What is needed =>
Without any pictures, output the records exactly as they are.

[Stored items]

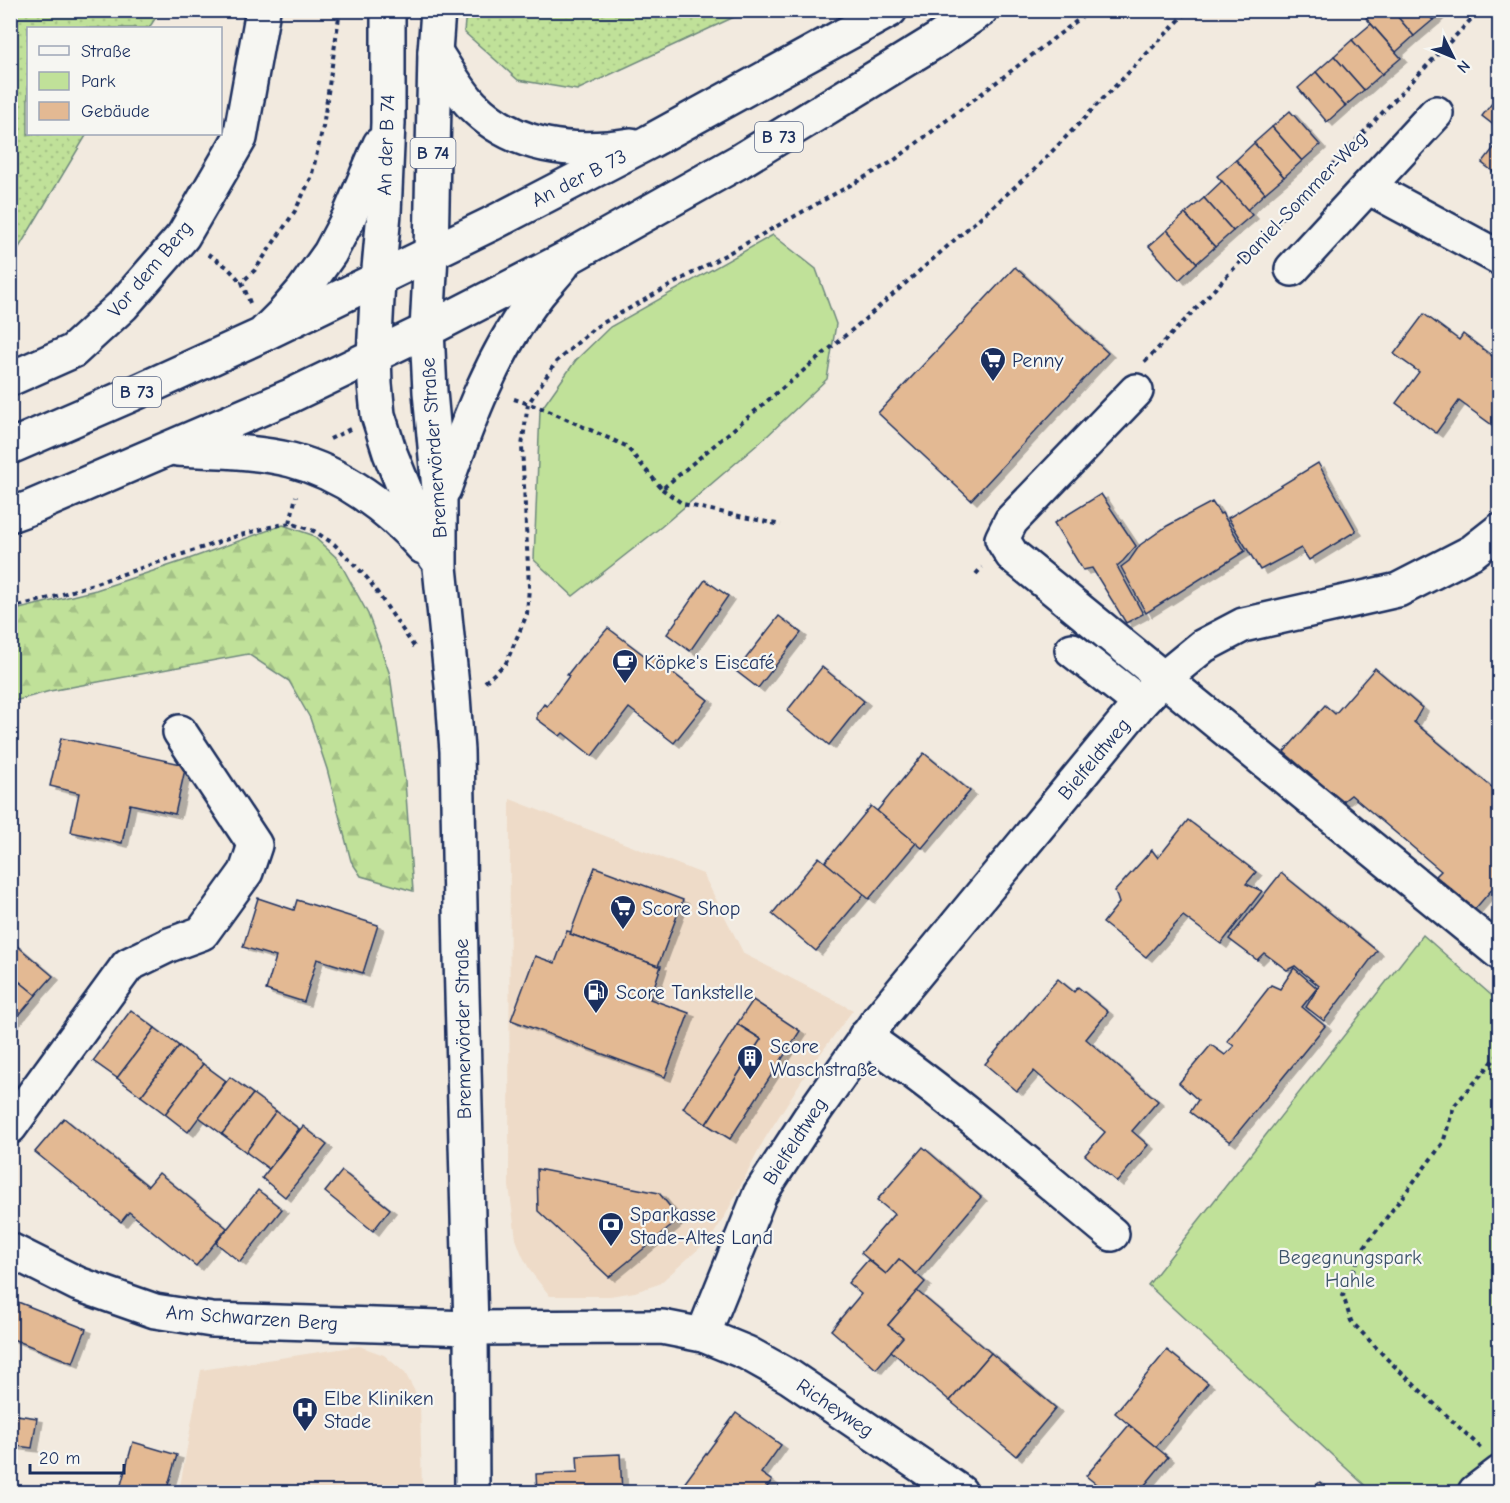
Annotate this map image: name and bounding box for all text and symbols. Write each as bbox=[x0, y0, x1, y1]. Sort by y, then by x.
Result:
legend bbox=[27, 27, 222, 135]
north arrow bbox=[1423, 27, 1483, 87]
text: Straße bbox=[81, 41, 131, 62]
text: N bbox=[1453, 57, 1473, 77]
text: Park bbox=[81, 71, 116, 92]
street label: An der B 74 bbox=[373, 94, 399, 196]
text: Gebäude bbox=[81, 101, 150, 122]
road number: B 73 bbox=[755, 122, 803, 152]
street label: Daniel-Sommer-Weg bbox=[1232, 126, 1372, 270]
road number: B 74 bbox=[410, 138, 456, 168]
street label: An der B 73 bbox=[528, 144, 630, 212]
street label: Vor dem Berg bbox=[103, 216, 197, 322]
supermarket icon: Penny bbox=[978, 345, 1008, 383]
place label: Penny bbox=[1012, 349, 1064, 372]
street label: Bremervörder Straße bbox=[416, 357, 452, 539]
road number: B 73 bbox=[113, 377, 161, 407]
cafe icon: Köpke's Eiscafé bbox=[610, 647, 640, 685]
place label: Köpke's Eiscafé bbox=[644, 651, 774, 674]
street label: Bielfeldtweg bbox=[1053, 713, 1135, 805]
supermarket icon: Score Shop bbox=[608, 893, 638, 931]
place label: Score Shop bbox=[642, 897, 740, 920]
street label: Bremervörder Straße bbox=[450, 938, 476, 1120]
fuel station icon: Score Tankstelle bbox=[581, 977, 611, 1015]
place label: Score Tankstelle bbox=[616, 981, 753, 1004]
place label: Score Waschstraße bbox=[770, 1035, 877, 1081]
building icon: Score Waschstraße bbox=[735, 1043, 765, 1081]
street label: Bielfeldtweg bbox=[758, 1093, 832, 1189]
place label: Sparkasse Stade-Altes Land bbox=[630, 1203, 773, 1249]
bank icon: Sparkasse Stade-Altes Land bbox=[596, 1210, 626, 1248]
park label: Begegnungspark Hahle bbox=[1278, 1246, 1422, 1292]
street label: Am Schwarzen Berg bbox=[165, 1301, 339, 1335]
street label: Richeyweg bbox=[792, 1374, 878, 1442]
place label: Elbe Kliniken Stade bbox=[324, 1387, 434, 1433]
hospital icon: Elbe Kliniken Stade bbox=[290, 1395, 320, 1433]
scale bar bbox=[30, 1437, 124, 1475]
text: 20 m bbox=[39, 1448, 80, 1469]

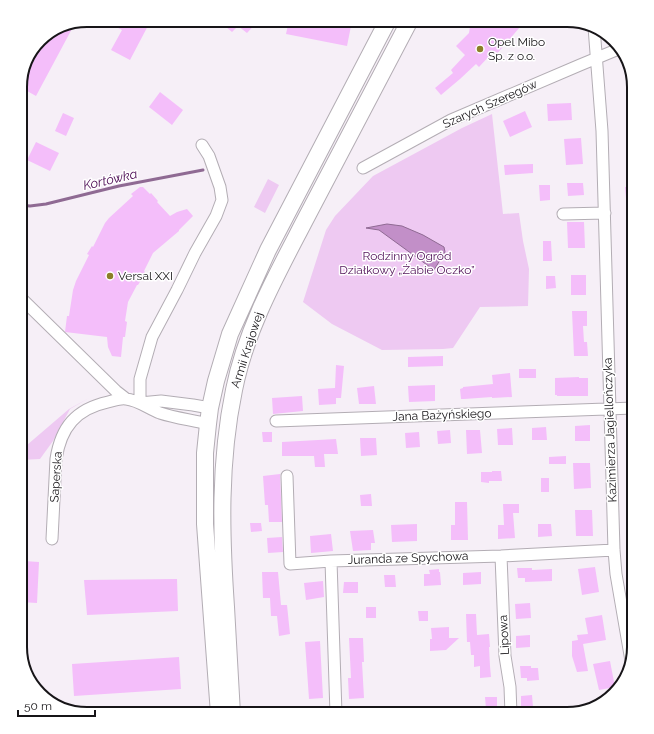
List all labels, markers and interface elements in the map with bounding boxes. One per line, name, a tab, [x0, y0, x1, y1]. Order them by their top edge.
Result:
place label: Opel Mibo Sp. z o.o.	[488, 35, 545, 63]
marker: Opel Mibo Sp. z o.o.	[475, 44, 485, 54]
street label: Szarych Szeregów	[441, 77, 540, 131]
water label: Kortówka	[82, 166, 139, 193]
park label: Rodzinny Ogród Działkowy „Żabie Oczko”	[339, 249, 475, 277]
place label: Versal XXI	[118, 269, 173, 283]
marker: Versal XXI	[105, 271, 115, 281]
street label: Armii Krajowej	[228, 310, 266, 390]
street label: Kazimierza Jagiellończyka	[600, 357, 620, 503]
street label: Jana Bażyńskiego	[392, 406, 492, 424]
street label: Saperska	[47, 451, 65, 503]
street label: Juranda ze Spychowa	[347, 549, 469, 567]
street label: Lipowa	[496, 615, 512, 655]
scale bar	[18, 692, 95, 718]
text: 50 m	[24, 699, 52, 713]

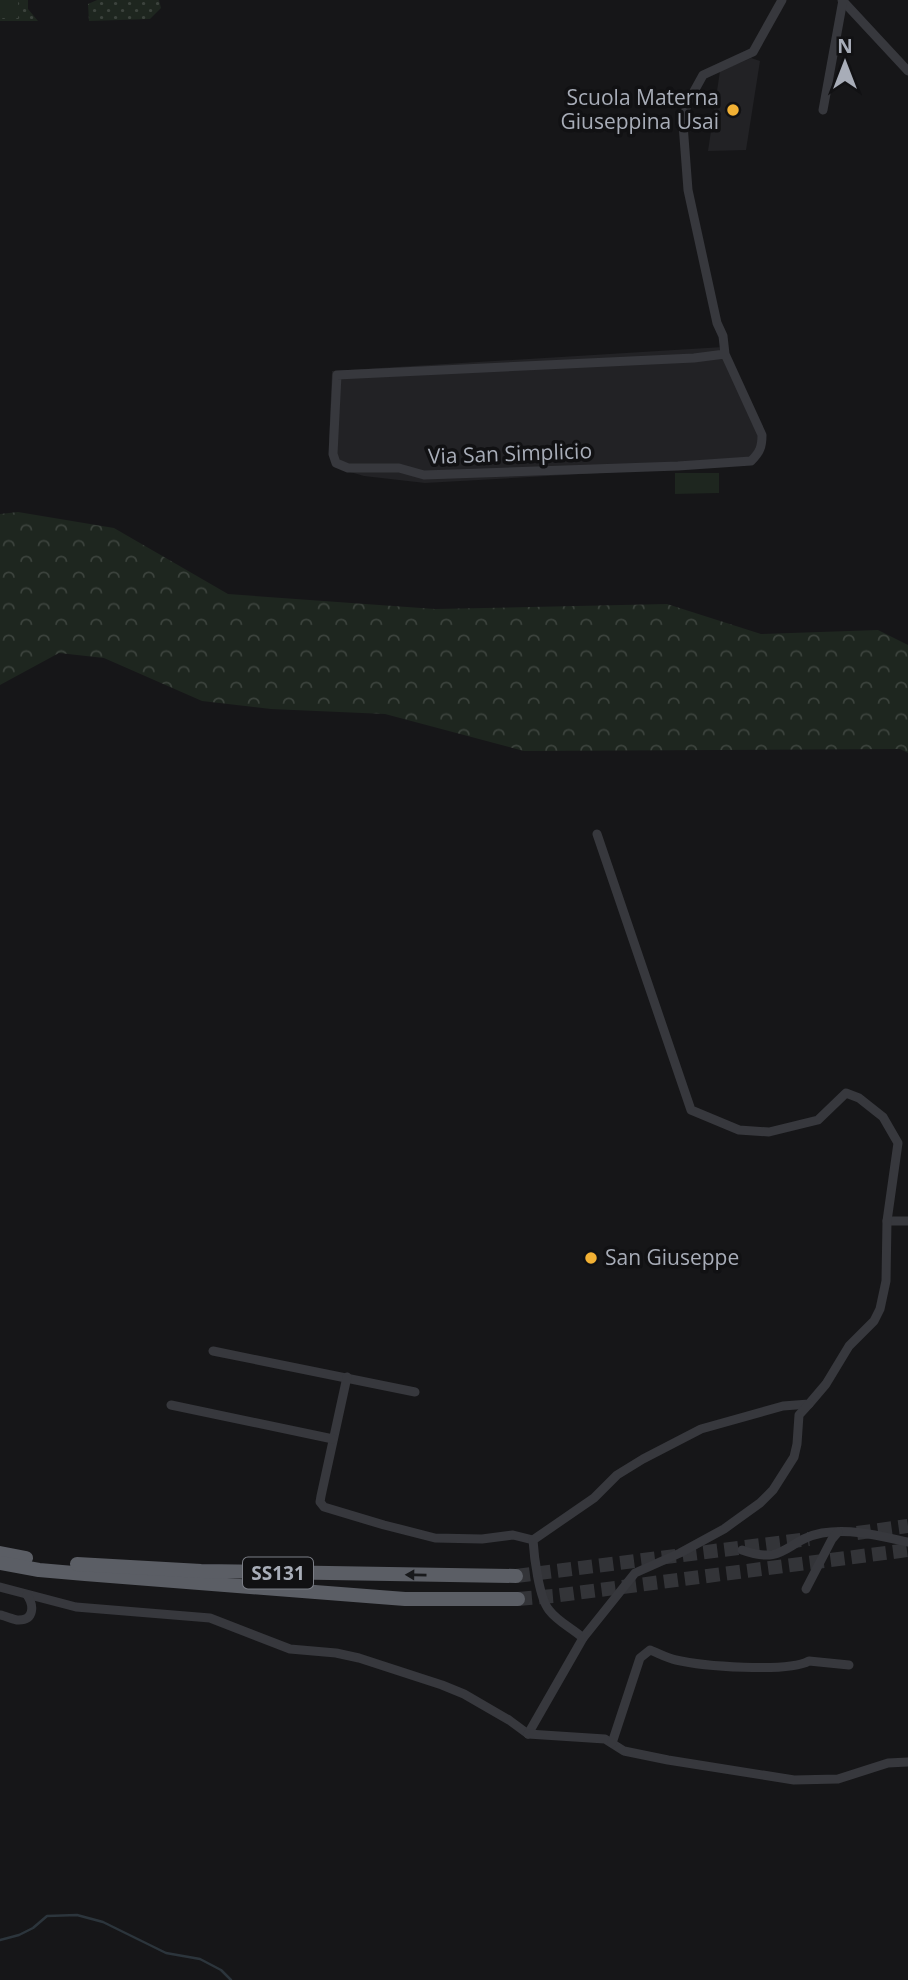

Result of this task =>
Annotate this map image: name and bounding box for all text and symbols. Write each as bbox=[x0, y0, x1, y1]. Sort by y, then by x.
Result:
legend bbox=[27, 27, 222, 135]
north arrow bbox=[1423, 27, 1483, 87]
text: Straße bbox=[81, 41, 131, 62]
text: N bbox=[1453, 57, 1473, 77]
text: Park bbox=[81, 71, 116, 92]
street label: An der B 74 bbox=[373, 94, 399, 196]
text: Gebäude bbox=[81, 101, 150, 122]
road number: B 73 bbox=[755, 122, 803, 152]
street label: Daniel-Sommer-Weg bbox=[1232, 126, 1372, 270]
road number: B 74 bbox=[410, 138, 456, 168]
street label: An der B 73 bbox=[528, 144, 630, 212]
street label: Vor dem Berg bbox=[103, 216, 197, 322]
supermarket icon: Penny bbox=[978, 345, 1008, 383]
place label: Penny bbox=[1012, 349, 1064, 372]
street label: Bremervörder Straße bbox=[416, 357, 452, 539]
road number: B 73 bbox=[113, 377, 161, 407]
cafe icon: Köpke's Eiscafé bbox=[610, 647, 640, 685]
place label: Köpke's Eiscafé bbox=[644, 651, 774, 674]
street label: Bielfeldtweg bbox=[1053, 713, 1135, 805]
supermarket icon: Score Shop bbox=[608, 893, 638, 931]
place label: Score Shop bbox=[642, 897, 740, 920]
street label: Bremervörder Straße bbox=[450, 938, 476, 1120]
fuel station icon: Score Tankstelle bbox=[581, 977, 611, 1015]
place label: Score Tankstelle bbox=[616, 981, 753, 1004]
place label: Score Waschstraße bbox=[770, 1035, 877, 1081]
building icon: Score Waschstraße bbox=[735, 1043, 765, 1081]
street label: Bielfeldtweg bbox=[758, 1093, 832, 1189]
place label: Sparkasse Stade-Altes Land bbox=[630, 1203, 773, 1249]
bank icon: Sparkasse Stade-Altes Land bbox=[596, 1210, 626, 1248]
park label: Begegnungspark Hahle bbox=[1278, 1246, 1422, 1292]
street label: Am Schwarzen Berg bbox=[165, 1301, 339, 1335]
street label: Richeyweg bbox=[792, 1374, 878, 1442]
place label: Elbe Kliniken Stade bbox=[324, 1387, 434, 1433]
hospital icon: Elbe Kliniken Stade bbox=[290, 1395, 320, 1433]
scale bar bbox=[30, 1437, 124, 1475]
text: 20 m bbox=[39, 1448, 80, 1469]

List all labels, markers and interface elements in the map with bounding boxes. One per line, name, a tab, [x0, y0, x1, y1]. Order them by their top edge.
Result:
place label: Opel Mibo Sp. z o.o.	[488, 35, 545, 63]
marker: Opel Mibo Sp. z o.o.	[475, 44, 485, 54]
street label: Szarych Szeregów	[441, 77, 540, 131]
water label: Kortówka	[82, 166, 139, 193]
park label: Rodzinny Ogród Działkowy „Żabie Oczko”	[339, 249, 475, 277]
place label: Versal XXI	[118, 269, 173, 283]
marker: Versal XXI	[105, 271, 115, 281]
street label: Armii Krajowej	[228, 310, 266, 390]
street label: Kazimierza Jagiellończyka	[600, 357, 620, 503]
street label: Jana Bażyńskiego	[392, 406, 492, 424]
street label: Saperska	[47, 451, 65, 503]
street label: Juranda ze Spychowa	[347, 549, 469, 567]
street label: Lipowa	[496, 615, 512, 655]
scale bar	[18, 692, 95, 718]
text: 50 m	[24, 699, 52, 713]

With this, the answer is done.